You talk about a schedule clearer bearing the risk of not being able to fill back up, but how can a pilot fill up when they are repeated getting skipped for trips that they would have done in order to fill up? It's not their fault when scheduling doesn't even run the WS step and shoots tons of trips out to IA. Yes, there are defintely M7 surfers out there right now, but if you add a counter that just incentivizes literally the entire category to put in slips hoping they score one. It's the same thing since practically none of them would have any intention of actually picking up any of the M7 rotations if they were actually offered.

So you say the point of a counter is to move the M7 payments further down the list. I say that it's original intent is to make the harmed pilot whole. A counter would never actually pay the harmed pilot. The logical method is to use the "assumed it was flown" method for determining when the next payment would be due. This by it's very nature would drive M7 further down the list, just not nearly as far as a counter would. So we as a pilot group need to decide what we want - a process that more protects seniority and more closely tracks with making a harmed pilot whole, or one that spreads the money around much more but is basically a lottery system hoping you get a good "skip" when your number is up?

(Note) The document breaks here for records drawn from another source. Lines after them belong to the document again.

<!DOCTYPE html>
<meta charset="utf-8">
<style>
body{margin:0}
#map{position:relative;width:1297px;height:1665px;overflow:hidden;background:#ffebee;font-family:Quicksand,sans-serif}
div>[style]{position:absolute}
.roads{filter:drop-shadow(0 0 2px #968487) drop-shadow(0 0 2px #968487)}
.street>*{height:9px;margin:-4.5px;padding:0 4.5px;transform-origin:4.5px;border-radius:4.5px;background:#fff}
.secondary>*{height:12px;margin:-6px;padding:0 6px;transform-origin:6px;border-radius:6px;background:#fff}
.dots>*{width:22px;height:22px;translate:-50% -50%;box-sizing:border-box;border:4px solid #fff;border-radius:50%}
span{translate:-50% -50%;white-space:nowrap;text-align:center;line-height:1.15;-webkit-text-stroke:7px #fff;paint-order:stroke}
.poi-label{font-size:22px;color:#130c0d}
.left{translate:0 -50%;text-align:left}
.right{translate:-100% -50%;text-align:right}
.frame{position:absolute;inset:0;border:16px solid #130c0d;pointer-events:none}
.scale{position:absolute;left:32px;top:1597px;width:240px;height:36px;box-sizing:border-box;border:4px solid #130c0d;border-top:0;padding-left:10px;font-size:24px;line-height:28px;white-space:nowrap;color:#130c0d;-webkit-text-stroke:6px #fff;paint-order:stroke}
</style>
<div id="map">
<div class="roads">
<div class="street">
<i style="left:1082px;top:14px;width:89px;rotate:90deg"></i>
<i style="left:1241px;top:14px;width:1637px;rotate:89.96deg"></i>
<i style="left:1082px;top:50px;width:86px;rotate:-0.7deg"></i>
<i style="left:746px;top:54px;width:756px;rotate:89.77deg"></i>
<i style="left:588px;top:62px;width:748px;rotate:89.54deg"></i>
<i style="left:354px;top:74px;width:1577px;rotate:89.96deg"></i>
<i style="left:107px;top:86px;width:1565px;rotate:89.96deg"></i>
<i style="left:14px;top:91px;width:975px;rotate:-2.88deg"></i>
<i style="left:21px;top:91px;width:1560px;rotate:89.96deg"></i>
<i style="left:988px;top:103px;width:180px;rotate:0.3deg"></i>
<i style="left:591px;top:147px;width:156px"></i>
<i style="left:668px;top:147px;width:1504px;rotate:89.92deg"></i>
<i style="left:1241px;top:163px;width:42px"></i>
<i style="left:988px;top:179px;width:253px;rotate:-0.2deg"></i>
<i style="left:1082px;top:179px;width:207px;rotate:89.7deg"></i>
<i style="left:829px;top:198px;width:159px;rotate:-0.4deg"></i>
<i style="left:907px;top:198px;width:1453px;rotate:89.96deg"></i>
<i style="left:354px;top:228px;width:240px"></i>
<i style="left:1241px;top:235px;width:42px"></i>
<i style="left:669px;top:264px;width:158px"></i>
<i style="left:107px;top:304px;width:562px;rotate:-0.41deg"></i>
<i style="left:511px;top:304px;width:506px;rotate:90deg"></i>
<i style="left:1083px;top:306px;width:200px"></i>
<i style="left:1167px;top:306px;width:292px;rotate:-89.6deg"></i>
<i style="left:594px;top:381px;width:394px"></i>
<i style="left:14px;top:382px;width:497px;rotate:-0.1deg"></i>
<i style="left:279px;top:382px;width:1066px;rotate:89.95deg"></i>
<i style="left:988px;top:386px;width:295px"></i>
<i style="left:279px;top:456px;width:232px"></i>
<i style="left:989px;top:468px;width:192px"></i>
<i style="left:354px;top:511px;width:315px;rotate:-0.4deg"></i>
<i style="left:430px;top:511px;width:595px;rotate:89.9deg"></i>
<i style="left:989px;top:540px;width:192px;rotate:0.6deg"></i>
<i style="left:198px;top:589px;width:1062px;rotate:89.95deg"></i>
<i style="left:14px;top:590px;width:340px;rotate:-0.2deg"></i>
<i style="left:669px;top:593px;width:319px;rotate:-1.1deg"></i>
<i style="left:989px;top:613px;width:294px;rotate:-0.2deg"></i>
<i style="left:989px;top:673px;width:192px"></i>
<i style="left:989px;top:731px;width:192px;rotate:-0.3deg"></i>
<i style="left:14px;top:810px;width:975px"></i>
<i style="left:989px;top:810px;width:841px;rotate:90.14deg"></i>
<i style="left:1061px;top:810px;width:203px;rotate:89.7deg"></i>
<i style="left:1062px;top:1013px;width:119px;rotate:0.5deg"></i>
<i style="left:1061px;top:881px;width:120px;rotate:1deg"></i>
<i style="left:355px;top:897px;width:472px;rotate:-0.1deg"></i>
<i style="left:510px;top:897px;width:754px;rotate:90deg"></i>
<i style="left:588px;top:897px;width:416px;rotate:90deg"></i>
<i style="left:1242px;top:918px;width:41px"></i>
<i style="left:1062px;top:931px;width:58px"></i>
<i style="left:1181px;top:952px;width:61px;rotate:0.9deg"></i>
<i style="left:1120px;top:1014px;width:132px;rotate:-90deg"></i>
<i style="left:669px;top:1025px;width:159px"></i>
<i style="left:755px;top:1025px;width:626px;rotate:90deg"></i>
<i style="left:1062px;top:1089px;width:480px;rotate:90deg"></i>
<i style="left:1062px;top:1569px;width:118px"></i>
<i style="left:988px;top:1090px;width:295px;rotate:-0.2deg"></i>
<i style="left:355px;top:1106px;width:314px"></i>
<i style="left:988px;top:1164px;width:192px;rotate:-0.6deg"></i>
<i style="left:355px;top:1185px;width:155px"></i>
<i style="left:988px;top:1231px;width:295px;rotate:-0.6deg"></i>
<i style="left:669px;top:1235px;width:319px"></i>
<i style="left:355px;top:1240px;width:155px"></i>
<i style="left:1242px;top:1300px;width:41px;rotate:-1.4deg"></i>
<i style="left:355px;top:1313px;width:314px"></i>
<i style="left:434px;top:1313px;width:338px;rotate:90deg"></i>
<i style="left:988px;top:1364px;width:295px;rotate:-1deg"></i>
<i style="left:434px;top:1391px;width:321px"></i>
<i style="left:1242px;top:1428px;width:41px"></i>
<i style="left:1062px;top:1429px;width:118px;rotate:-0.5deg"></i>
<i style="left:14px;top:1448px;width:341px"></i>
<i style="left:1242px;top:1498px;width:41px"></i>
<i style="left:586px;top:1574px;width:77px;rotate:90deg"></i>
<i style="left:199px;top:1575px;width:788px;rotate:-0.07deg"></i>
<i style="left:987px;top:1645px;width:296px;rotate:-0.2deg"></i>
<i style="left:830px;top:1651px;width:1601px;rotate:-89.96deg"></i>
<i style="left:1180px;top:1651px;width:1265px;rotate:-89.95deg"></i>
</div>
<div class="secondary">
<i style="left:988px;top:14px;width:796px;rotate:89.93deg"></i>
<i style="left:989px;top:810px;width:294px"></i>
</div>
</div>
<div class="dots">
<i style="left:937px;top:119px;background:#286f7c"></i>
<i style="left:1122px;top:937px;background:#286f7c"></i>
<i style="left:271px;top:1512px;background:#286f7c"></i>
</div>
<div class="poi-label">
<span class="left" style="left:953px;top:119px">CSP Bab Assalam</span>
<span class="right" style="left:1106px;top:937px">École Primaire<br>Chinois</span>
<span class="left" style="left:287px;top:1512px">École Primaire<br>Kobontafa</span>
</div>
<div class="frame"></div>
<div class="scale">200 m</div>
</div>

The current problem is the whole seniority list is being harmed while those top 3 in each category are gobbling up M7 "harmed pilot" pay. Everyone in the middle is get passed on GS they should've had while they get awarded as IAs to the bottom. That's the true abrogation of seniority.

So I would argue if we really care about "harmed pilots" getting paid, we need to look at how the current system pays. Because it's more than just that senior pilot getting skipped for a WS.